**** Data supplied ****
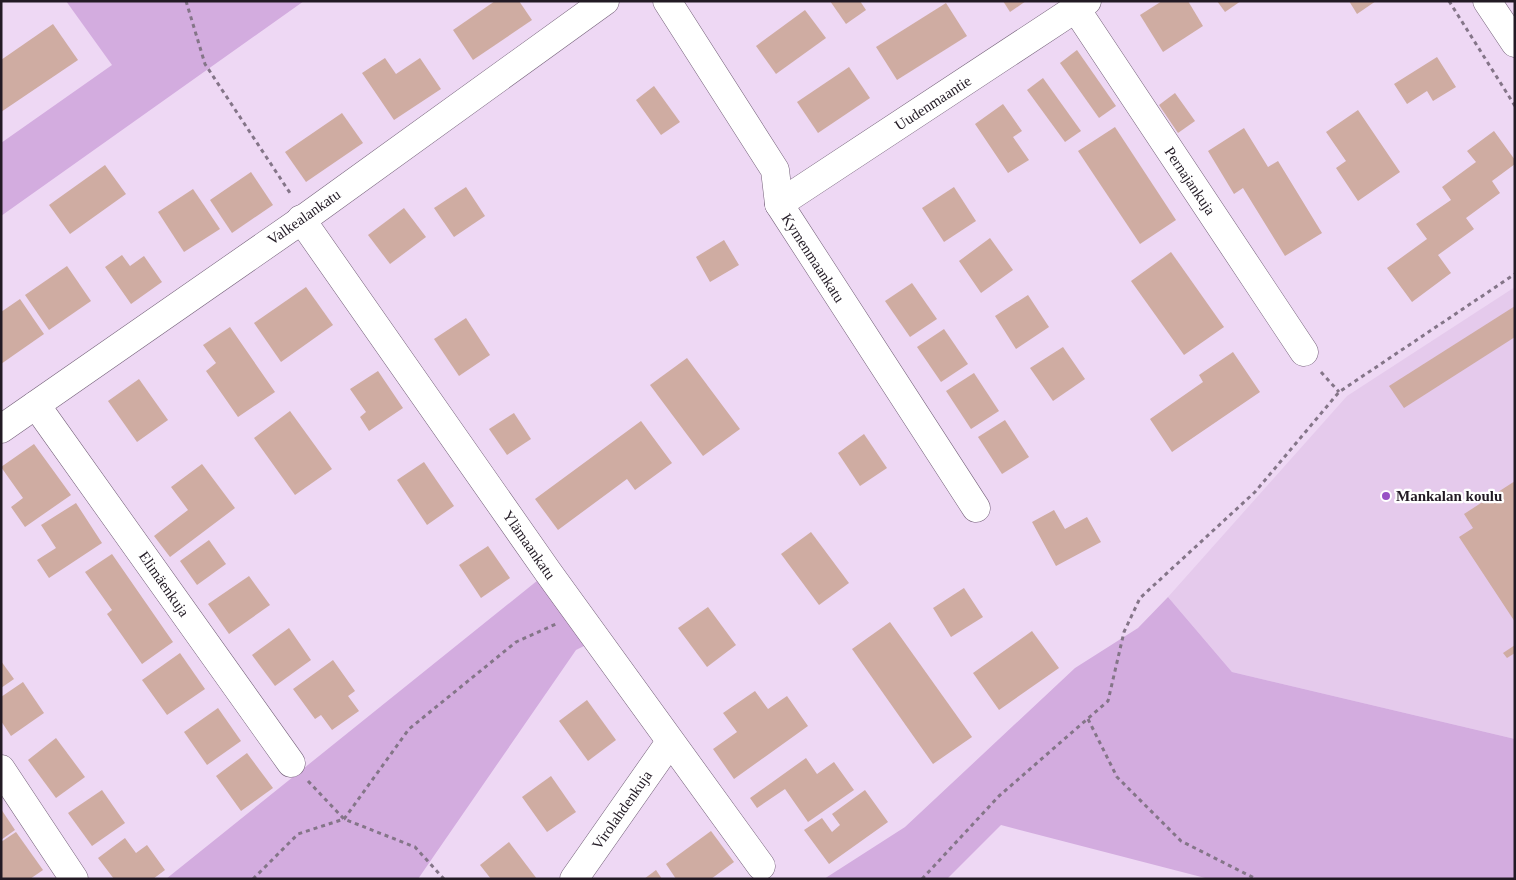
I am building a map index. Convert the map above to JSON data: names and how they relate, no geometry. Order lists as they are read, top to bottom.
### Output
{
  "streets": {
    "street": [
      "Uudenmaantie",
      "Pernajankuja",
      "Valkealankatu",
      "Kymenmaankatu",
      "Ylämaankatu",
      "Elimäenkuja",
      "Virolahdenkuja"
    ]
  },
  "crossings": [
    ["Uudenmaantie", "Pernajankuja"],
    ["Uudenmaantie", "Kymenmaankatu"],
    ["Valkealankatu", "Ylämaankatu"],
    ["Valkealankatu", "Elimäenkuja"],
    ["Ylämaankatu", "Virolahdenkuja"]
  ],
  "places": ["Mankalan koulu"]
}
****
**** Data supplied ****
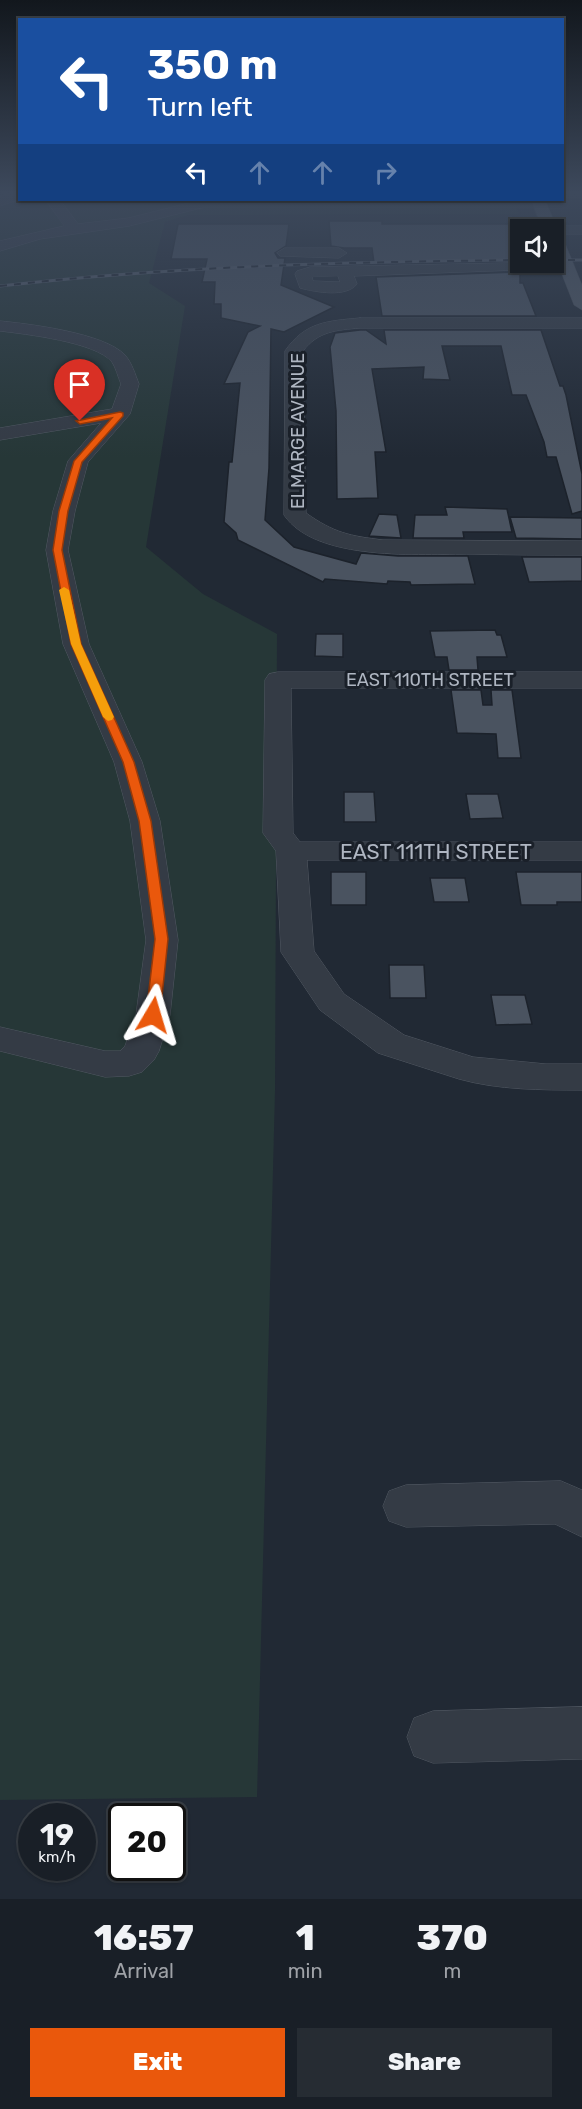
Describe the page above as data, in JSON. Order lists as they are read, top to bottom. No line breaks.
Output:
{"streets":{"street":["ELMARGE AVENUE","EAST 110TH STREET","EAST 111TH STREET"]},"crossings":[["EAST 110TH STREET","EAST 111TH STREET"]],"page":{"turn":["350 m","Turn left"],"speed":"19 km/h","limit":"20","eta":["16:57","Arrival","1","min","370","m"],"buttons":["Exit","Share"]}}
****
What is needed >>
From the listing above, return every line that carries the string "they".

Solution for this task >>
I am building a map index. Convert the map above to JSON data: names and how they relate, no geometry. Order lists as they are read, top to bottom.
Describe the page above as data, in JSON. Order lists as they are read, top to bottom. No line breaks.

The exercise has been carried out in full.